To the casual eye, the executive order advertised by Dombeck looked like
big news, heartening to greens. The terrain in question is one of the
important wildlife areas in the country, providing particularly important
habitat to the grizzly. It has even been called the American Serengeti. And
indeed the order got a clamorous reception from environmental reporters and
editorial writers, who lost no time in declaring that this was evidence of
a whole new, nature-friendly outlook at the U.S. Forest Service, previously
regarded as being the servant of U.S. timber and mining companies.
Then, on February 11, on the very eve of the impeachment vote, Dombeck
unleashed a second initiative. He said that Clinton was signing another
executive order that would place a moratorium on the construction of any
new logging roads in virgin stretches of the national forests. In all, some
33 million acres would remain safe from the bulldozers.

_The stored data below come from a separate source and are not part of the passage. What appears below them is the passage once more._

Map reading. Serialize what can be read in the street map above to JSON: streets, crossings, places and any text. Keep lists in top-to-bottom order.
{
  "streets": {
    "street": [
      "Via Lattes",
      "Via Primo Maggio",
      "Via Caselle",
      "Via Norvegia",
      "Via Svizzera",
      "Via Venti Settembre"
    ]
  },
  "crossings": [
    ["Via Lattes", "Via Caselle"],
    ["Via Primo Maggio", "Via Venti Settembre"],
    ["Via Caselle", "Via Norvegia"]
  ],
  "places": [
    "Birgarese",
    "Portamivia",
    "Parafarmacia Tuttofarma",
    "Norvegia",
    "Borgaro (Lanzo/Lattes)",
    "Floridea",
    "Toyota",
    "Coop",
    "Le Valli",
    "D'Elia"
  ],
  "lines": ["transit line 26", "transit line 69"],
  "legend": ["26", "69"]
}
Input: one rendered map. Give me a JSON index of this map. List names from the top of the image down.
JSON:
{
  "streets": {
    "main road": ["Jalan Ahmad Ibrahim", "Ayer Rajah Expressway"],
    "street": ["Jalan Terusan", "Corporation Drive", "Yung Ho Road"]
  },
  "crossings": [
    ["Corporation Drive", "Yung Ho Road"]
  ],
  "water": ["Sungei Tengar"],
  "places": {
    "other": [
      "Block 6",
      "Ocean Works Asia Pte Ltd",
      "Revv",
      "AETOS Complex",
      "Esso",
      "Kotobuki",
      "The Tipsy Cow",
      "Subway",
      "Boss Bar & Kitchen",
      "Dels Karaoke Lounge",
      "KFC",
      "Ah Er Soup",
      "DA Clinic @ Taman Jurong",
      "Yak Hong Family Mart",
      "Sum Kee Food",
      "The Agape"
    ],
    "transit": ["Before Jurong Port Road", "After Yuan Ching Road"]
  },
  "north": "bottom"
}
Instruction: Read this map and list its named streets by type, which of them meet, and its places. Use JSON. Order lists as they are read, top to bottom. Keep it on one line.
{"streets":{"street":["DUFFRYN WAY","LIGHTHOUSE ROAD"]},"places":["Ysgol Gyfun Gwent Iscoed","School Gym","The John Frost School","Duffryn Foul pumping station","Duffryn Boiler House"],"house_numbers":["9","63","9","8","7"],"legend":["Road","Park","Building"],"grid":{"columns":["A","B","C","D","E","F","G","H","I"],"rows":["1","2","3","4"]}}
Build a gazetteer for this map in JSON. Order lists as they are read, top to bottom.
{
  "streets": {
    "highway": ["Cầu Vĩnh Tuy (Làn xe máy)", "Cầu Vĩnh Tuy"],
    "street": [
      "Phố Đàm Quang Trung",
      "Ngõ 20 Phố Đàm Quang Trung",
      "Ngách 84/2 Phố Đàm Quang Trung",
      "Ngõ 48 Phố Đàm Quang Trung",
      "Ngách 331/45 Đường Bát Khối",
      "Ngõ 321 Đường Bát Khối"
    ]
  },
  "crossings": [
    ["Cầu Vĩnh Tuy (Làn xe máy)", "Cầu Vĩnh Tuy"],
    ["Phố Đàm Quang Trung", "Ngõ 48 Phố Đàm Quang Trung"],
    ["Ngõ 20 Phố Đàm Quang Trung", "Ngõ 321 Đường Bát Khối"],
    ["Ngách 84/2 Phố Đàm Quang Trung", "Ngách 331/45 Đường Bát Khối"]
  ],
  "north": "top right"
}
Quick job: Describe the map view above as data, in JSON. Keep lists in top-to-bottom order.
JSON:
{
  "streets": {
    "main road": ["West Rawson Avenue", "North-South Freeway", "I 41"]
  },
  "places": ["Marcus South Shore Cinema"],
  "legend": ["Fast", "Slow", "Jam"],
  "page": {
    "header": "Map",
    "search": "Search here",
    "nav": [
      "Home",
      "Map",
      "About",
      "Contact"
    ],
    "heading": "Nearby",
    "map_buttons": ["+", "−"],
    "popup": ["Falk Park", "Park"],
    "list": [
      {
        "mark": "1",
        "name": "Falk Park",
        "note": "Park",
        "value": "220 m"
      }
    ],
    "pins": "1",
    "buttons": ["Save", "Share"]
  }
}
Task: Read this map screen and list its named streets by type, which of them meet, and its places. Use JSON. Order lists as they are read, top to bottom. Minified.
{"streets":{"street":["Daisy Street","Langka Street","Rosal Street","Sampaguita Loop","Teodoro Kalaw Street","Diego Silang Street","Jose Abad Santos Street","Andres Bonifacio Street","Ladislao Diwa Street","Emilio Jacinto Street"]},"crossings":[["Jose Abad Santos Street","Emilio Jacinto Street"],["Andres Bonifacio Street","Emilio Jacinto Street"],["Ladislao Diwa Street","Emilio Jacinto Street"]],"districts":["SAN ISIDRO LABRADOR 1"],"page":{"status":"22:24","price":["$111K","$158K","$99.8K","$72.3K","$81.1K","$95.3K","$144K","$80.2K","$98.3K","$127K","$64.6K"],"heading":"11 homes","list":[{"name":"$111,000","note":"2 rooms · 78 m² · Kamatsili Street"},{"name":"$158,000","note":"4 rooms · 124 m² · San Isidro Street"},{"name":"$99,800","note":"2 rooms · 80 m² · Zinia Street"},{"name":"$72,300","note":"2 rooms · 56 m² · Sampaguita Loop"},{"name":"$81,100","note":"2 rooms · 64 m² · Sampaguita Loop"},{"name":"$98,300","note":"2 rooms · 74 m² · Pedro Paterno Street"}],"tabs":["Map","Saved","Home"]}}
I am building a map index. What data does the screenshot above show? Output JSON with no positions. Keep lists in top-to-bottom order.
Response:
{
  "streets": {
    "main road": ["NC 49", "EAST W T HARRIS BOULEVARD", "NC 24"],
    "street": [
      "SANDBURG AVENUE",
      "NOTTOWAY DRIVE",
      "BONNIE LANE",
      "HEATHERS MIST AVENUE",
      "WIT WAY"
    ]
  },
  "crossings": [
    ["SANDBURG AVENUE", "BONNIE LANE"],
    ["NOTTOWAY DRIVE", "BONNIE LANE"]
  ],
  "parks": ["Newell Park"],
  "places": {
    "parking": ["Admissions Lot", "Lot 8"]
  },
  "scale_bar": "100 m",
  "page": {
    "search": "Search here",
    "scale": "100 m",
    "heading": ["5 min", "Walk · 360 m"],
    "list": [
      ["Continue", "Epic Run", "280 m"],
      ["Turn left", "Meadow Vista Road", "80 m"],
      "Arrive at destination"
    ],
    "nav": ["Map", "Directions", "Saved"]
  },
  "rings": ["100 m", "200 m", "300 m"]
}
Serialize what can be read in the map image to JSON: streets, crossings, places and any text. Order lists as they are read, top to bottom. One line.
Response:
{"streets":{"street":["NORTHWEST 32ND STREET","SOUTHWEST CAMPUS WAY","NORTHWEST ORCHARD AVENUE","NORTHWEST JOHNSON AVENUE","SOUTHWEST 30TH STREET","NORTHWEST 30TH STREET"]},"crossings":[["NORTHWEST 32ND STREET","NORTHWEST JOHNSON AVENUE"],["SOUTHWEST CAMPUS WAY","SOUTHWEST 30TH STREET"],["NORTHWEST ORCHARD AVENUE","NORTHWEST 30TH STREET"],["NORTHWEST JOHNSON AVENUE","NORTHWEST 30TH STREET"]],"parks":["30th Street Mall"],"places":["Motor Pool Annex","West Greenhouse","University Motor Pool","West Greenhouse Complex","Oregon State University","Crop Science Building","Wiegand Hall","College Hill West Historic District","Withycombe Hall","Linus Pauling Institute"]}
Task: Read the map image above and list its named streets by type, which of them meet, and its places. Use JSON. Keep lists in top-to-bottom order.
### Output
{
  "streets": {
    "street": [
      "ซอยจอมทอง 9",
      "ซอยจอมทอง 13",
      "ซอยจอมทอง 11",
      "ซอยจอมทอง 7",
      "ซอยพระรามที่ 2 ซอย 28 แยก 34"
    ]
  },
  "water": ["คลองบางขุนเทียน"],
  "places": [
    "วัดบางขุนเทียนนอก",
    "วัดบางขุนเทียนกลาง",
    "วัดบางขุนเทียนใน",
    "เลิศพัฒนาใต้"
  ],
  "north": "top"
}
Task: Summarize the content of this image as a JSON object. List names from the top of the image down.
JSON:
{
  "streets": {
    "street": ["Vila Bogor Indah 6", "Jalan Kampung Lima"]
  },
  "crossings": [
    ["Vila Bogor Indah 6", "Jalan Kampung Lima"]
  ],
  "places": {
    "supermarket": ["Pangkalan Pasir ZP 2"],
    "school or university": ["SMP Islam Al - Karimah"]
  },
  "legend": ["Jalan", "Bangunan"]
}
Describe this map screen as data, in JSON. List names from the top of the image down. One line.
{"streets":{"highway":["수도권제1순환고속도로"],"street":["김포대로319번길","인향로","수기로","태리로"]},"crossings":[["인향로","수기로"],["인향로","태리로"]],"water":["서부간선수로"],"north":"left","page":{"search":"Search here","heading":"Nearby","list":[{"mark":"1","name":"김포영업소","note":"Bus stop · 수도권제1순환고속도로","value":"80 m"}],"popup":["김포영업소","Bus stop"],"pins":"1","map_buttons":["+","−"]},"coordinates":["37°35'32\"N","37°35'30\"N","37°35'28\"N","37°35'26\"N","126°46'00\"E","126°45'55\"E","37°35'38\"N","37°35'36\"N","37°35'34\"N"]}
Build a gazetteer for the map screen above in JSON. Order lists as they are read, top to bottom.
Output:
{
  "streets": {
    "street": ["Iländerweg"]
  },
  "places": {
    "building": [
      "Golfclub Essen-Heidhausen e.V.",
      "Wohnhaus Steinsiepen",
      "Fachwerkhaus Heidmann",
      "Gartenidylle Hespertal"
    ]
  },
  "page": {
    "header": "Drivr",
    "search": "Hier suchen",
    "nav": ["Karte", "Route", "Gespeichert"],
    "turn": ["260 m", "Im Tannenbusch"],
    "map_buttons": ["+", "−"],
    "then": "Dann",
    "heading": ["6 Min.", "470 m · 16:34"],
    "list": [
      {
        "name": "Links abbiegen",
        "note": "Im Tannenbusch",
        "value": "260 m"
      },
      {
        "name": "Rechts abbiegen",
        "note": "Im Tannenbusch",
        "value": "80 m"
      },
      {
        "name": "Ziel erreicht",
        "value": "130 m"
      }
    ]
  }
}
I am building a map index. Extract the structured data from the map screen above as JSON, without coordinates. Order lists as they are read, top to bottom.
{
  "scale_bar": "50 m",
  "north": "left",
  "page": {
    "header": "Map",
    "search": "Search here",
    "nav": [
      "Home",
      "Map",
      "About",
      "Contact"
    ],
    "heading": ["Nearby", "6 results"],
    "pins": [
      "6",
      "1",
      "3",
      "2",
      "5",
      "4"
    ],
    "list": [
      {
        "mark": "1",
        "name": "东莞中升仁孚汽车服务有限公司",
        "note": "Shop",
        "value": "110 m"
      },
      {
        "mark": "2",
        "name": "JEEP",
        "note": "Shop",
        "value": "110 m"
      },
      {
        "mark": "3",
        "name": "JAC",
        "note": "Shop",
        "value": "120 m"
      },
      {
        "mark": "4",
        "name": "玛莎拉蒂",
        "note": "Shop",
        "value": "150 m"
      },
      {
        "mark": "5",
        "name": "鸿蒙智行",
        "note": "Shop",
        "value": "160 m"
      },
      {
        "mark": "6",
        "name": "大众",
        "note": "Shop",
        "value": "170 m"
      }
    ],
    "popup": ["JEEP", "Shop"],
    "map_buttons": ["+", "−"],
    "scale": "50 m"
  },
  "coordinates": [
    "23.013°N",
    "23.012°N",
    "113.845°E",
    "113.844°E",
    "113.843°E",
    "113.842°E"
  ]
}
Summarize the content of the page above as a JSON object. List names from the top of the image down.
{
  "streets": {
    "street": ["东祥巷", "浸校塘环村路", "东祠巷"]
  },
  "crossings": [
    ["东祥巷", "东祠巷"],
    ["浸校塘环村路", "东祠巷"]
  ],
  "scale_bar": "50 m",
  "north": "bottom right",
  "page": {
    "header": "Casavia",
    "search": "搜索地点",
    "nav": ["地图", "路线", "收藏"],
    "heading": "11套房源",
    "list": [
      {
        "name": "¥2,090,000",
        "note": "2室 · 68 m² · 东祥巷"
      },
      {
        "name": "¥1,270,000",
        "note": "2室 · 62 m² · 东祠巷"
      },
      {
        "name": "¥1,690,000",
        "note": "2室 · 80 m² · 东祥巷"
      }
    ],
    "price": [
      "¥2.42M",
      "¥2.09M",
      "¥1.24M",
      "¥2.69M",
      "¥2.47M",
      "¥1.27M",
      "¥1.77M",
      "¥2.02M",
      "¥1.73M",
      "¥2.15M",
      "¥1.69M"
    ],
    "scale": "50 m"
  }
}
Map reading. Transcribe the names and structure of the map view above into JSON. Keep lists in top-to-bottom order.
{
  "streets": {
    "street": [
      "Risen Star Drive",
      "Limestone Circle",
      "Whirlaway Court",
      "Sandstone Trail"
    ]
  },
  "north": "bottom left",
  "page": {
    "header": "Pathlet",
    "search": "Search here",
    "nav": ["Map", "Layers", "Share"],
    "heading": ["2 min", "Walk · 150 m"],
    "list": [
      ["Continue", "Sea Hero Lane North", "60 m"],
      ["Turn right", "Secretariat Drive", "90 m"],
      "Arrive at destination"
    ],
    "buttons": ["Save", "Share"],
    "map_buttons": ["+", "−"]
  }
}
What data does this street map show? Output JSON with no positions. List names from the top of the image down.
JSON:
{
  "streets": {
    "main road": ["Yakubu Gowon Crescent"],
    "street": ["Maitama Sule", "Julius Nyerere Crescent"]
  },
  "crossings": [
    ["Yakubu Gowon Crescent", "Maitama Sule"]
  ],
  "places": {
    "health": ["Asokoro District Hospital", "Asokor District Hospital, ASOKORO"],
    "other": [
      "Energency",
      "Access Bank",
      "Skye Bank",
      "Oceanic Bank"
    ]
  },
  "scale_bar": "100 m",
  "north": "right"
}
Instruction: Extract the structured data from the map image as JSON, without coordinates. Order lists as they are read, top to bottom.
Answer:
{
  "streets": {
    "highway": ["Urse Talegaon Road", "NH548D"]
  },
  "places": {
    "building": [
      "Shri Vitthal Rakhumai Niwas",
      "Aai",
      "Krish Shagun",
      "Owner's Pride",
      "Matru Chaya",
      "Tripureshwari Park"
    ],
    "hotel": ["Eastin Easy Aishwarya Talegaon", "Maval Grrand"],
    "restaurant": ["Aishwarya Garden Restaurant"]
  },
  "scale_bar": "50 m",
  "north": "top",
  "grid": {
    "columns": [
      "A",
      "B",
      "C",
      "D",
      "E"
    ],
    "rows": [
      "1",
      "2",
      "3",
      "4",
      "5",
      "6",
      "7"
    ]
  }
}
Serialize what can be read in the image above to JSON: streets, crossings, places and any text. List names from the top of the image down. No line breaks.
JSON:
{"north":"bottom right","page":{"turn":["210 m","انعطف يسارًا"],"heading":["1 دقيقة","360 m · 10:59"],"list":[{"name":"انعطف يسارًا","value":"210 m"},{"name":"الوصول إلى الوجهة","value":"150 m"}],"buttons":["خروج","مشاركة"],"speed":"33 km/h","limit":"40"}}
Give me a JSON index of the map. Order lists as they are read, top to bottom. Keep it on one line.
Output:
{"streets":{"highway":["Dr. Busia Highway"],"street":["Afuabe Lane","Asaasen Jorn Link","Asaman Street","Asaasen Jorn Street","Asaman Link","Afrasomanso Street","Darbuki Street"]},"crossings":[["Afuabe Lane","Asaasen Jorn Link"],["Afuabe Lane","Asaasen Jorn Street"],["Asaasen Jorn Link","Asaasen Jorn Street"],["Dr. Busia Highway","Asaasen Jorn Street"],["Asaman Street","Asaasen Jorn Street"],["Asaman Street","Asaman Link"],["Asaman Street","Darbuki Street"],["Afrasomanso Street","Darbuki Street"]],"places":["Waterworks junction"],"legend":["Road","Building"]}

Most Americans probably don't know that the U.S. Forest Service has ranked
for decades as one of the world's biggest construction enterprises. There
are already more than 430,000 miles of roads in the nation's forests,
roughly eight times as many as is contained in the Interstate system. Where
there's a forest road, sooner rather than later, there's a chainsaw.
Dombeck's second bulletin once again put the Clinton Administration on the
front page for its bold pro-environment stance. The New York Times'
environmental reporter went so far as to hail the order as "decisively
shifting forest policy towards conservation."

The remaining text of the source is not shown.